ASSIGNMENT >>
Your answer should hold every line of the records below that contains the string "green".

- - -

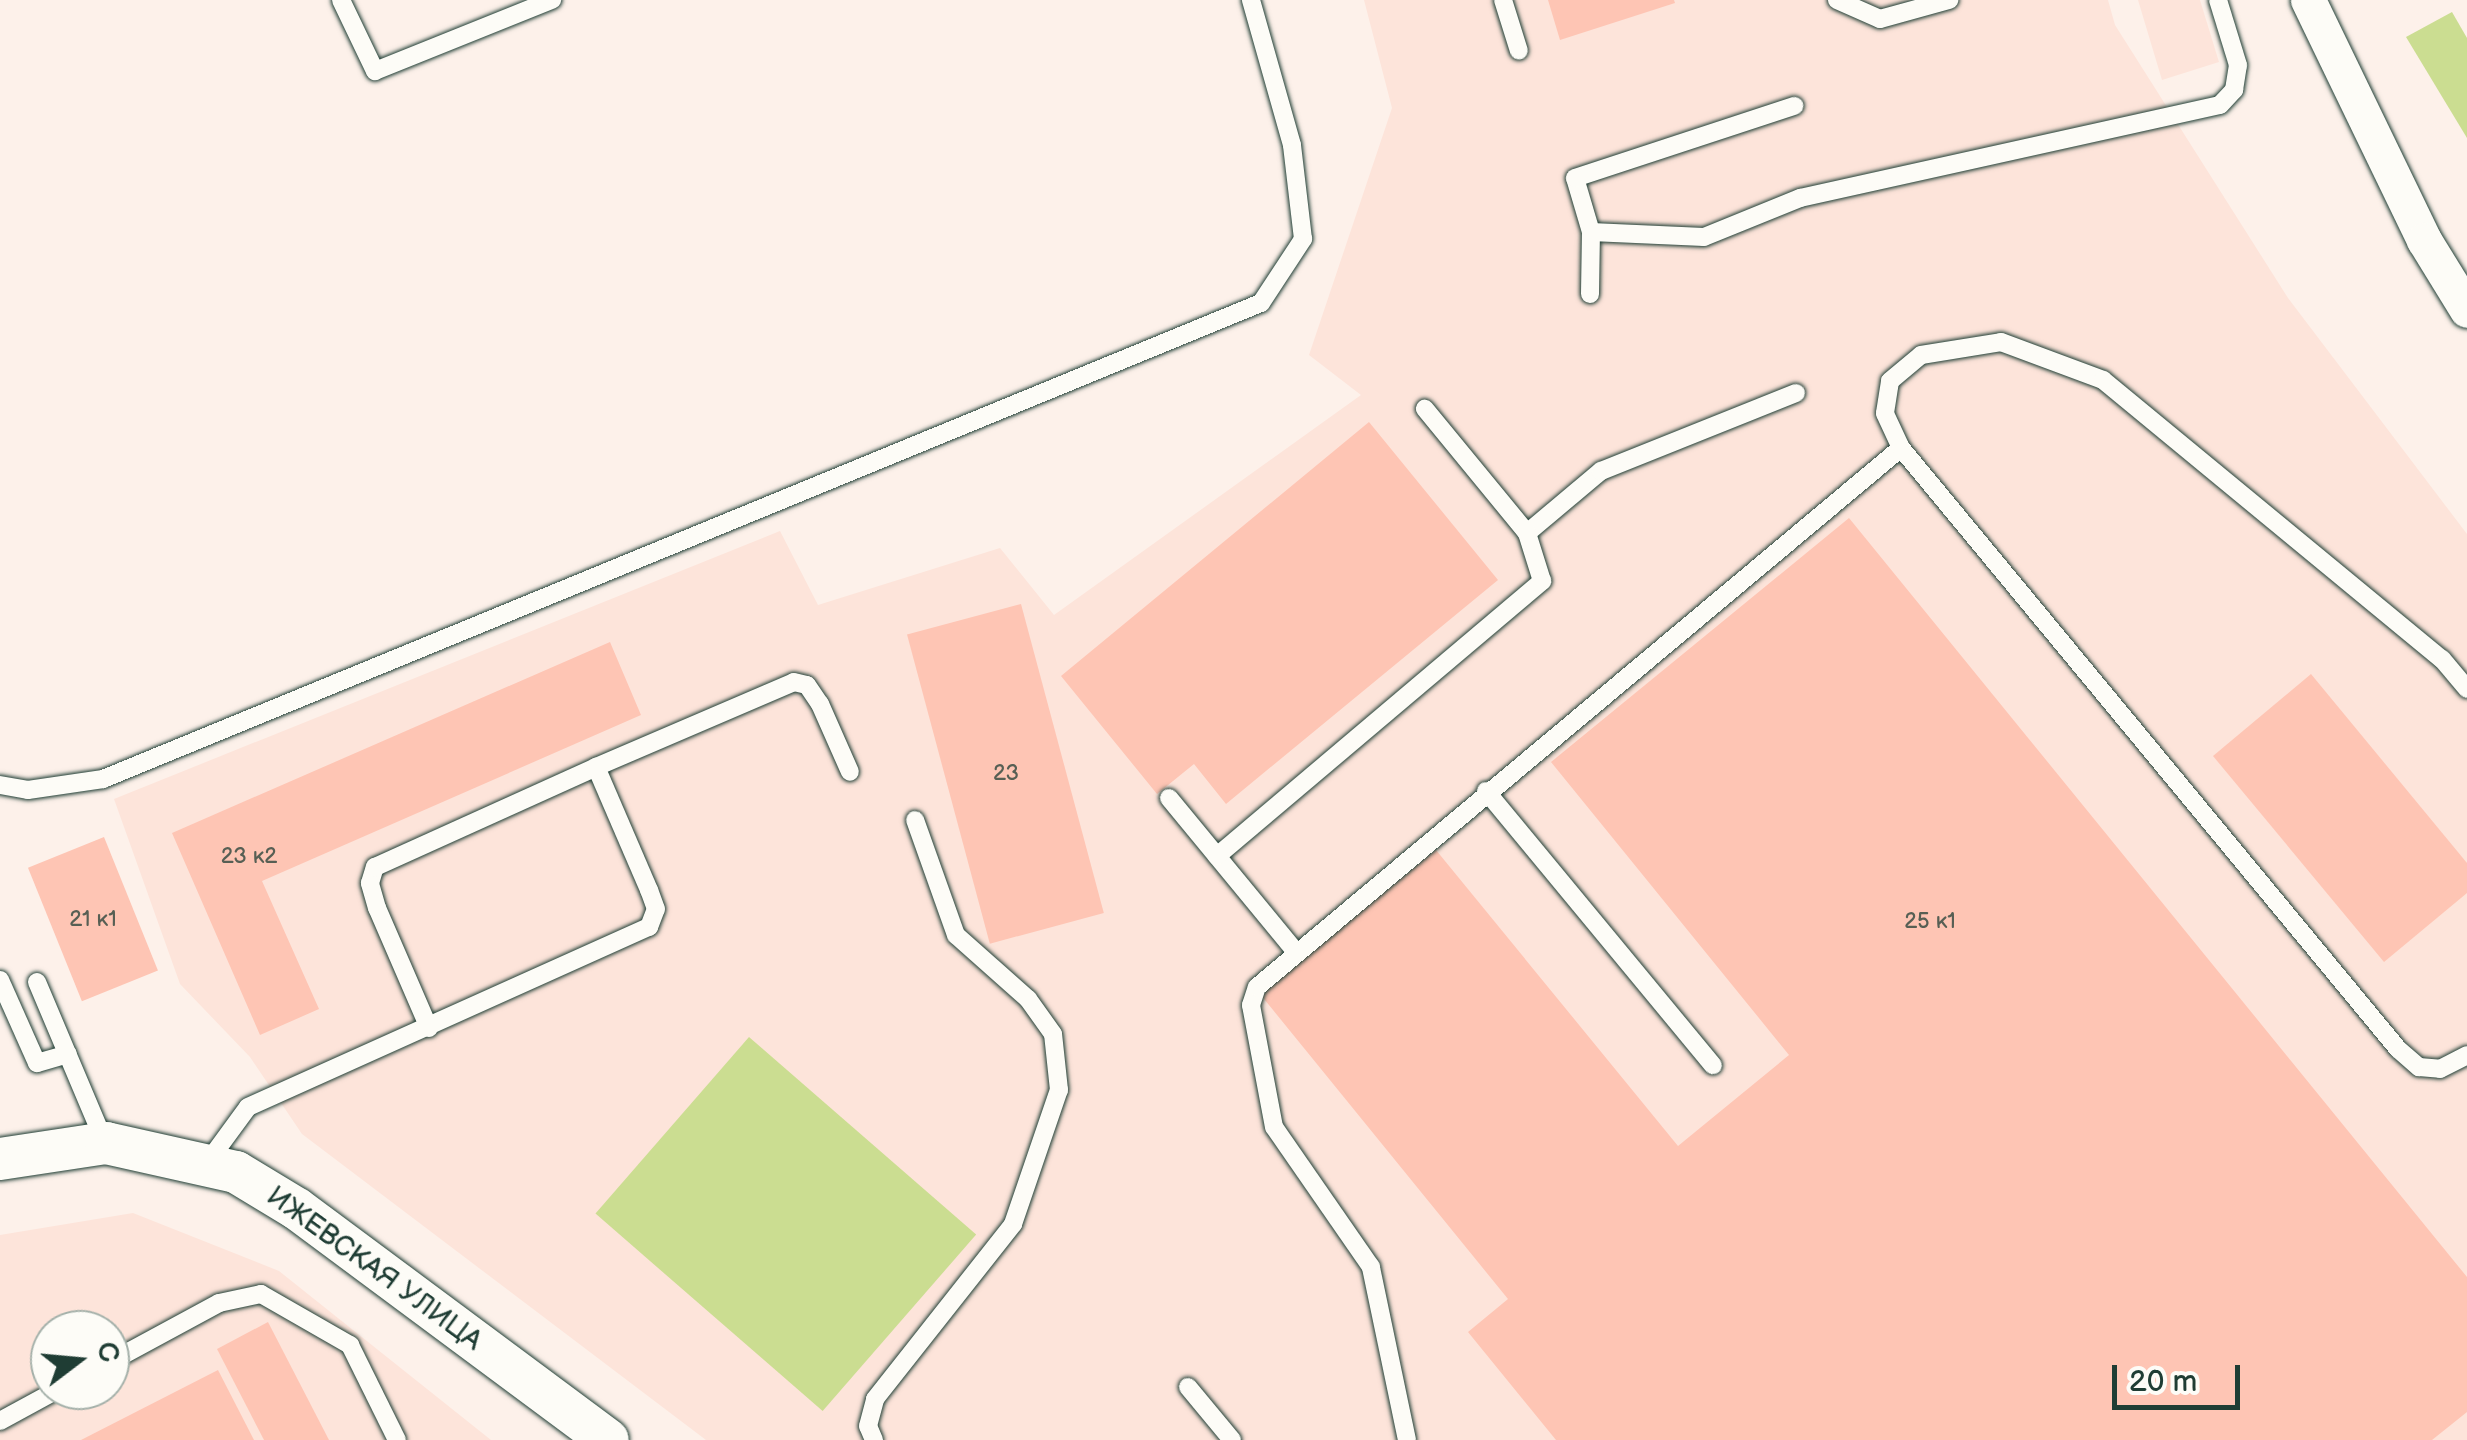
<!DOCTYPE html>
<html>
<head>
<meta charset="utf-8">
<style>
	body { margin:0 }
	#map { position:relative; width:2467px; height:1440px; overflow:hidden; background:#fdf1ea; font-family:"Balsamiq Sans",sans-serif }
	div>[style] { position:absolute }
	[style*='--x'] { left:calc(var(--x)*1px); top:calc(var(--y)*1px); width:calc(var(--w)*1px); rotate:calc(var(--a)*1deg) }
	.built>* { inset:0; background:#fde4da }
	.green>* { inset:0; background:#cbdd91; transform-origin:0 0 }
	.building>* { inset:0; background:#fec5b4; transform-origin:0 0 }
	.roads { filter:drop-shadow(0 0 2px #1f3d34) drop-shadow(0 0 2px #1f3d34) }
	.service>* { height:18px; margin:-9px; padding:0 9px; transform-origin:9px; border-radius:9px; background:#fdfcf7 }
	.minor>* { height:35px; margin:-17.5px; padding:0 17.5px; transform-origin:17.5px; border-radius:17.5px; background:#fdfcf7 }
	.tertiary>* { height:42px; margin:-21px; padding:0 21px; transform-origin:21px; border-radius:21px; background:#fdfcf7 }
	span { translate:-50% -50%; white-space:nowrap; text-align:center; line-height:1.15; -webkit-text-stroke:8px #fdfcf7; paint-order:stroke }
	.number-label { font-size:22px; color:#575f54 }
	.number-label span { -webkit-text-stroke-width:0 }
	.street-label { font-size:28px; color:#1f3d34 }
	.north { position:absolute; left:30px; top:1310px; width:100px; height:100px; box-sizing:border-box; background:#fdfcf7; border:2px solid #a4b0a9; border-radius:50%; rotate:74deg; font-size:28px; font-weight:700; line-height:40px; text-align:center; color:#1f3d34 }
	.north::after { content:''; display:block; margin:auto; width:35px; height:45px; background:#1f3d34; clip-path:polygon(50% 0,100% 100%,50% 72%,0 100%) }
	.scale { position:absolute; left:2112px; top:1365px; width:128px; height:45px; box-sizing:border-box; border:5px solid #1f3d34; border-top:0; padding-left:12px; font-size:30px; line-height:35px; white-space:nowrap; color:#1f3d34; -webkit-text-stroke:8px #fdfcf7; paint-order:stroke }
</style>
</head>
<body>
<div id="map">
	<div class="built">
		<i style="clip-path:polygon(1364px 0,2108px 0,2115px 25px,2288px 298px,2467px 534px,2467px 1440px,706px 1440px,302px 1134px,250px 1057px,180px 984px,114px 799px,780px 531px,818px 605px,1000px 548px,1054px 615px,1361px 395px,1309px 355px,1392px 108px)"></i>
		<i style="clip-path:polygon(2138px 0,2200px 0,2219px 62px,2162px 80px)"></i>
		<i style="clip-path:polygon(evenodd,133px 1213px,279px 1271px,491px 1440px,0 1440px,0 1235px,133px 1213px,50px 1330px,110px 1330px,110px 1390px,50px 1390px,50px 1330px)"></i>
	</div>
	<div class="green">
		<i style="clip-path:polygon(2452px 12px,2467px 38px,2467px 138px,2406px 37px)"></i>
		<i style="left:749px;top:1037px;width:301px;height:234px;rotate:41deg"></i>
	</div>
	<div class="building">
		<i style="clip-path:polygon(1548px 0,1674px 0,1675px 3px,1560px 40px)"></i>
		<i style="clip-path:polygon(1369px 422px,1498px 580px,1226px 804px,1194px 764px,1157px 794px,1061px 676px)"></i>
		<i style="clip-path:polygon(1849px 518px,2467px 1277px,2467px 1412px,2432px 1440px,1556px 1440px,1468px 1332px,1508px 1299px,1260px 994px,1436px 850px,1678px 1146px,1789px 1055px,1551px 762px)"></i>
		<i style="left:1021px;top:604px;width:320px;height:118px;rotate:75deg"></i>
		<i style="clip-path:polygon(610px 642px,641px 715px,262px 881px,319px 1009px,260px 1035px,172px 833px)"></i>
		<i style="clip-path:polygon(2311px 674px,2467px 863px,2467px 893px,2384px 962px,2213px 756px)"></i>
		<i style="left:104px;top:837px;width:144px;height:82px;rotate:68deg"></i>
		<i style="clip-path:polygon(268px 1322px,329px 1440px,264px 1440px,217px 1349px)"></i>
		<i style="clip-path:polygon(218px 1370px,254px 1440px,81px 1440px)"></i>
	</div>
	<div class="roads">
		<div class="service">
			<i style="--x:341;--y:0;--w:79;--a:64.4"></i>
			<i style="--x:375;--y:71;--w:191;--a:-21.9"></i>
			<i style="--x:1503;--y:0;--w:53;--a:72.6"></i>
			<i style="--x:1837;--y:0;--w:47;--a:23.8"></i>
			<i style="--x:1880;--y:19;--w:72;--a:-15.4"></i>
			<i style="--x:1591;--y:232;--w:56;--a:-106.5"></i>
			<i style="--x:1575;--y:178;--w:231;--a:-18.2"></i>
			<i style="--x:1590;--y:294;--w:62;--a:-89.1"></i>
			<i style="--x:1591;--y:232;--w:113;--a:2.5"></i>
			<i style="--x:1704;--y:237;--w:104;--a:-22.1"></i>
			<i style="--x:1800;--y:198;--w:430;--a:-12.5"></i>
			<i style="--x:2220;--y:105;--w:21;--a:-47"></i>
			<i style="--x:2234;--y:90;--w:25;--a:-81"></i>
			<i style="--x:2238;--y:65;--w:68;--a:-107.1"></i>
			<i style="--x:1901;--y:448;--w:38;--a:-115"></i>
			<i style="--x:1885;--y:413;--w:32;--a:-81"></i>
			<i style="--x:1890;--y:381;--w:40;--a:-40"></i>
			<i style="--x:1921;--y:355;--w:81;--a:-9.2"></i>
			<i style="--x:2001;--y:342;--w:109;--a:20.4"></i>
			<i style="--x:2103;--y:380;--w:439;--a:39.5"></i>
			<i style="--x:2442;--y:659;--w:39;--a:50"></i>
			<i style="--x:1527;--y:533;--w:97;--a:-40"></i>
			<i style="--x:1601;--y:471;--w:210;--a:-21.8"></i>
			<i style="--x:0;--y:785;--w:28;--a:10"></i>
			<i style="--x:28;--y:790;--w:76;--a:-8.3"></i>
			<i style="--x:103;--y:779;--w:1252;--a:-22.35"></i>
			<i style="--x:1261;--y:303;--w:77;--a:-56.7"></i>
			<i style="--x:1303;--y:239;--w:95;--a:-96.7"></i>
			<i style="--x:1292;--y:145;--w:151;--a:-105.8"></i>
			<i style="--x:1486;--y:791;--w:356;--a:50.4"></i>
			<i style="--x:1169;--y:798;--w:198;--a:50.5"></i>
			<i style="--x:1217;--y:856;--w:426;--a:-40.2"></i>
			<i style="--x:1542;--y:581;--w:50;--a:-107.4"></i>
			<i style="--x:1527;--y:533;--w:161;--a:-129.4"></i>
			<i style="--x:0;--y:980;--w:91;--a:66"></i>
			<i style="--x:37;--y:1063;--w:32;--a:-16"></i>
			<i style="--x:37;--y:982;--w:175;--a:67.1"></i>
			<i style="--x:429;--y:1028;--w:131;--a:-113.4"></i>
			<i style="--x:377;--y:908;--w:26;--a:-106"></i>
			<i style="--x:370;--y:883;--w:17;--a:-73"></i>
			<i style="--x:375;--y:867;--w:243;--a:-24.3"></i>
			<i style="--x:207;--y:1163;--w:69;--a:-53.8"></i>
			<i style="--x:248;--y:1107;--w:440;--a:-24.2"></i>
			<i style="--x:649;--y:927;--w:19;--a:-69"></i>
			<i style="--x:656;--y:909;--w:20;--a:-110"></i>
			<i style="--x:649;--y:890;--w:134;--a:-113.3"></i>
			<i style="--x:596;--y:767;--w:215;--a:-23.2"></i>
			<i style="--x:794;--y:682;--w:13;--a:13"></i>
			<i style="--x:807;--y:685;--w:23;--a:56"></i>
			<i style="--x:820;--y:704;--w:74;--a:66.2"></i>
			<i style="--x:110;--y:1362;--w:124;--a:-28.4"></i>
			<i style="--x:219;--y:1303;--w:43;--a:-12.1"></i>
			<i style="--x:261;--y:1294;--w:103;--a:29.8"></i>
			<i style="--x:350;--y:1345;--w:106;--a:63.7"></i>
			<i style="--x:1188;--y:1387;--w:69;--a:50.3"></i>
			<i style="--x:0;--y:1421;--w:65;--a:-28.5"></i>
			<i style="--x:874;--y:1440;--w:15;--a:-113"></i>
			<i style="--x:868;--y:1426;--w:28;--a:-75"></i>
			<i style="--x:875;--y:1399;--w:223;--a:-51.7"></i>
			<i style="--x:1013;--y:1224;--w:142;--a:-71.1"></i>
			<i style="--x:1059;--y:1090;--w:56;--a:-96.1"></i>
			<i style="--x:1053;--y:1034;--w:43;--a:-125.5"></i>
			<i style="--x:1028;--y:999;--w:96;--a:-138.4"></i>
			<i style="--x:956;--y:935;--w:122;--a:-109.6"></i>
			<i style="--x:1407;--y:1440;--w:177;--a:-101.8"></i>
			<i style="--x:1371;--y:1267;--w:170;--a:-124.7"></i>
			<i style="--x:1274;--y:1127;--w:124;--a:-100.7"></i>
			<i style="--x:1251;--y:1005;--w:19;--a:-72"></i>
			<i style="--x:1257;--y:987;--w:840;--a:-39.93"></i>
			<i style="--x:1901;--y:448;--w:780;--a:50.41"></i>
			<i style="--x:2398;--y:1049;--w:28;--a:41"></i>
			<i style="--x:2419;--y:1067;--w:21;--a:5"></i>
			<i style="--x:2440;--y:1069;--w:30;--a:-27"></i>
		</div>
		<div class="minor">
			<i style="--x:2308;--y:0;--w:267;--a:64.2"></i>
			<i style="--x:2424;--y:240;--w:82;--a:58.4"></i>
		</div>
		<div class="tertiary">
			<i style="--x:0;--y:1159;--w:107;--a:-8.6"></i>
			<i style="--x:106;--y:1143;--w:133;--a:12.6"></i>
			<i style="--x:236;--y:1172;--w:71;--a:31.2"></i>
			<i style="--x:297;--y:1209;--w:387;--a:36.6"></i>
		</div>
	</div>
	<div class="number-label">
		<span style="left:1006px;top:774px">23</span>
		<span style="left:249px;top:857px">23 к2</span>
		<span style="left:93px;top:920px">21 к1</span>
		<span style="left:1930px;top:922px">25 к1</span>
	</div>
	<div class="street-label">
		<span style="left:374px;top:1269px;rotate:36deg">ИЖЕВСКАЯ УЛИЦА</span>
	</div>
	<div class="north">С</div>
	<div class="scale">20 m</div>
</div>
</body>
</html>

- - -

ANSWER TO THIS PROBLEM >>
	.green>* { inset:0; background:#cbdd91; transform-origin:0 0 }
	<div class="green">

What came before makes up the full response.